Record, rewind and replay live Kinesis streams
Clone or download
Fetching latest commit…
Cannot retrieve the latest commit at this time.

README.md

kinesis-vcr

Rewind and (later) replay live Kinesis streams

The VCR uses the Amazon Kinesis Connectors and Amazon Kinesis Client Library internally, meaning it automatically uses a DynamoDB table for lease management.

Running locally?

Build

./gradlew installDist

Run

Record a stream:

VCR_SOURCE_STREAM_NAME=my-important-data 
VCR_BUCKET_NAME=dev-kinesis-backups 
./build/install/kinesis-vcr/bin/kinesis-vcr record

This will write to files like s3://dev-kinesis-backups/my-important-data/2015-05-12/49545259625339426540861503851695364890964474172851355682-49545259625339426540861503967844121936259603873071628322, where the date is the date that the chunk is written to S3 and the long numbers are the start and end sequence numbers of this chunk of stream data.

Replay a stream:

VCR_SOURCE_STREAM_NAME=my-important-data
VCR_TARGET_STREAM_NAME=recovery-stream
VCR_BUCKET_NAME=dev-kinesis-backups 
./build/install/kinesis-vcr/bin/kinesis-vcr play 2014-05-01 2014-05-10

This will take a recording of the stream my-important-data recorded in the bucket dev-kinesis-backups and replay records for the date range 2014-05-01 to 2014-05-10 (exclusive of the end) onto the stream recovery-stream. If only one day of data should be play replayed use:

./build/install/kinesis-vcr/bin/kinesis-vcr play 2014-05-01

Replay can also specify times, for a narrow playback range:

./build/install/kinesis-vcr/bin/kinesis-vcr play 2014-05-01T12:00:00 2014-05-03:13:45:00

Specified times are always interpreted as UTC.
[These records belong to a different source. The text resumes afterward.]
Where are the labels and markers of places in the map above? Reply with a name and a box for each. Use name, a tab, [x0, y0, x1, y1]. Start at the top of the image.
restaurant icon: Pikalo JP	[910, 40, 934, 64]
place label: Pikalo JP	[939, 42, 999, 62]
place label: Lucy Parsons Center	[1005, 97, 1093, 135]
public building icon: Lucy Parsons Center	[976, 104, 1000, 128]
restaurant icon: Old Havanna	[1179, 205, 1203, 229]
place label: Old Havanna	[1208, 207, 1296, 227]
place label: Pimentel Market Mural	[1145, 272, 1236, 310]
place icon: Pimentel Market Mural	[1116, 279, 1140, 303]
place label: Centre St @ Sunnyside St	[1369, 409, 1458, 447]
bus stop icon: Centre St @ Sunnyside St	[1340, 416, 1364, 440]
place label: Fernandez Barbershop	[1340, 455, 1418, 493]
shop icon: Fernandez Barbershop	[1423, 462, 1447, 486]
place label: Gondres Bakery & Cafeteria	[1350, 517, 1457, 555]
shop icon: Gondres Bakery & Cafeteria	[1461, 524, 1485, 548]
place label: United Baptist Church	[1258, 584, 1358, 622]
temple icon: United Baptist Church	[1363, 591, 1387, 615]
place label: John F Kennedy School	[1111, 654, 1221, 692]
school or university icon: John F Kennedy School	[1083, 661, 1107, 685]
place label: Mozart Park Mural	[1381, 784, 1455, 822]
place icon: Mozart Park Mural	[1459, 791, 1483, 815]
Prior to replaying a stream, the VCR can provide an estimated playing time, which is simply the size of the input dataset divided by the write throughput possible for the target stream. kinesis-vcr estimate takes the same parameters as kinesis-vcr play:

$ kinesis-vcr estimate 2014-05-01T12:00:00 2014-05-03:13:45:00
[main] INFO com.scopely.infrastructure.kinesis.KinesisVcr - Target stream (kinesis-playback-test) has 2 shards
[main] INFO com.scopely.infrastructure.kinesis.KinesisVcr - It would take around 50 mins to replay the data in the provided range, which has 341 files and a total size of 6038 MB

Running somewhere else?

JAR distribution

Build

Make a fat JAR:

./gradlew shadowJar

Your JAR will be in build/libs/kinesis-vcr-1.0.4-SNAPSHOT-all.jar.

Run

java -jar kinesis-vcr-1.0.4-SNAPSHOT-all.jar record

Debian

Build

Make a Debian package:

./gradlew buildDeb

Your package will be in build/distributions/kinesis-vcr_1.0.0_all.deb.

Run

Install the package. The script kinesis-vcr will be installed to /opt/scopely/kinesis-vcr/bin/kinesis-vcr.
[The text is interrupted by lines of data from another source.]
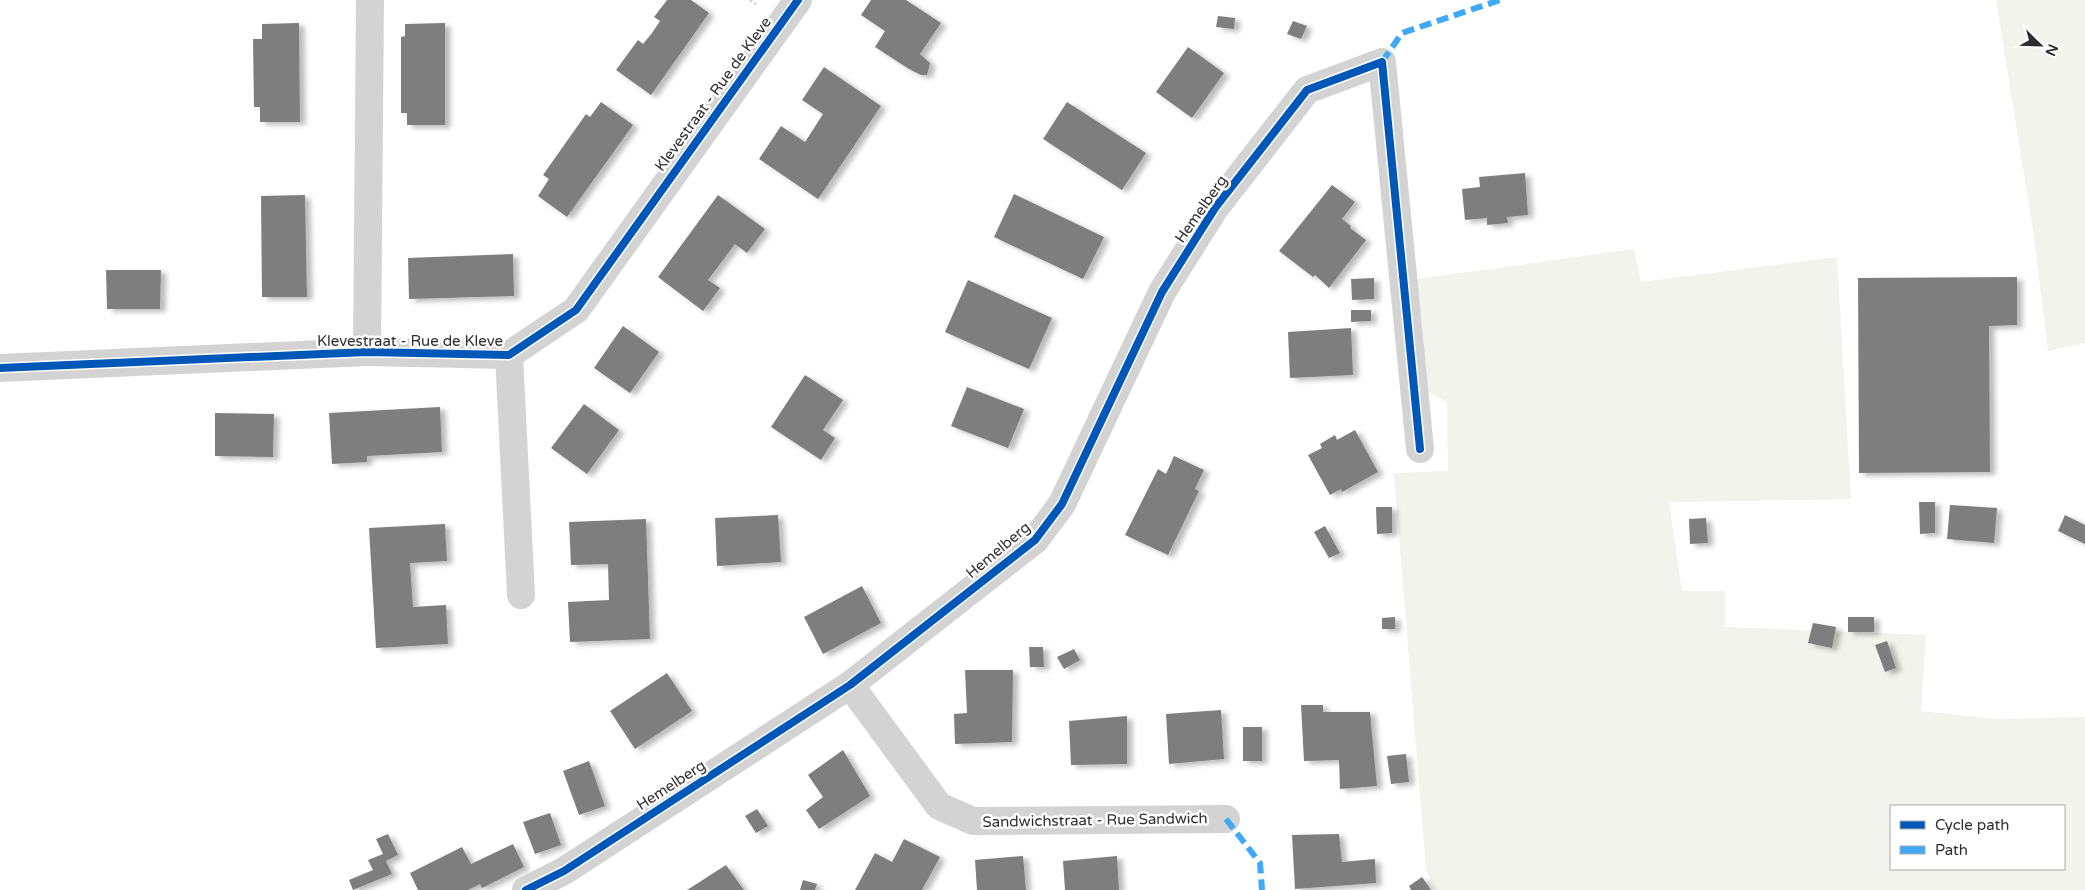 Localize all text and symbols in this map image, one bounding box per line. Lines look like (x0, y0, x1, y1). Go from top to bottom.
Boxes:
street label: Klevestraat - Rue de Kleve (651, 13, 775, 175)
north arrow (2015, 20, 2065, 70)
text: N (2041, 41, 2062, 58)
street label: Hemelberg (1171, 172, 1231, 246)
street label: Klevestraat - Rue de Kleve (317, 332, 503, 350)
street label: Hemelberg (962, 518, 1034, 582)
street label: Hemelberg (633, 756, 709, 814)
legend (1890, 805, 2065, 870)
street label: Sandwichstraat - Rue Sandwich (982, 809, 1208, 831)
text: Cycle path (1935, 816, 2009, 834)
text: Path (1935, 841, 1968, 859)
Invoke it like you would locally, e.g.:

VCR_SOURCE_STREAM_NAME=my-important-data 
VCR_BUCKET_NAME=dev-kinesis-backups 
/opt/scopely/kinesis-vcr/bin/kinesis-vcr record

Configuration and options

The VCR assumes that it can find AWS credentials in the default locations, according to the rules of DefaultAWSCredentialsProviderChain:

  • Environment Variables - AWS_ACCESS_KEY_ID and AWS_SECRET_KEY
  • Java System Properties - aws.accessKeyId and aws.secretKey
  • Credential profiles file at the default location (~/.aws/credentials) shared by all AWS SDKs and the AWS CLI
  • Instance profile credentials delivered through the Amazon EC2 metadata service

In addition to the required parameters VCR_SOURCE_STREAM_NAME and VCR_BUCKET_NAME, the VCR also respects VCR_BUFFER_SIZE_BYTES, controlling how much data to buffer before writing to S3, and VCR_BUFFER_TIME_MILLIS, controlling how long to buffer data before writing to S3.

When playing from S3, VCR_TARGET_STREAM_NAME must also be specified.

More bells and whistles are sure to come.

Format

The VCR writes records to S3 as newline-delimited Base64 -- each record on the input stream is written to a line in the output file. On playback, it just Base64-decodes each line and emits it on the target stream. As such, this tool is completely agnostic to the format of records on the wire.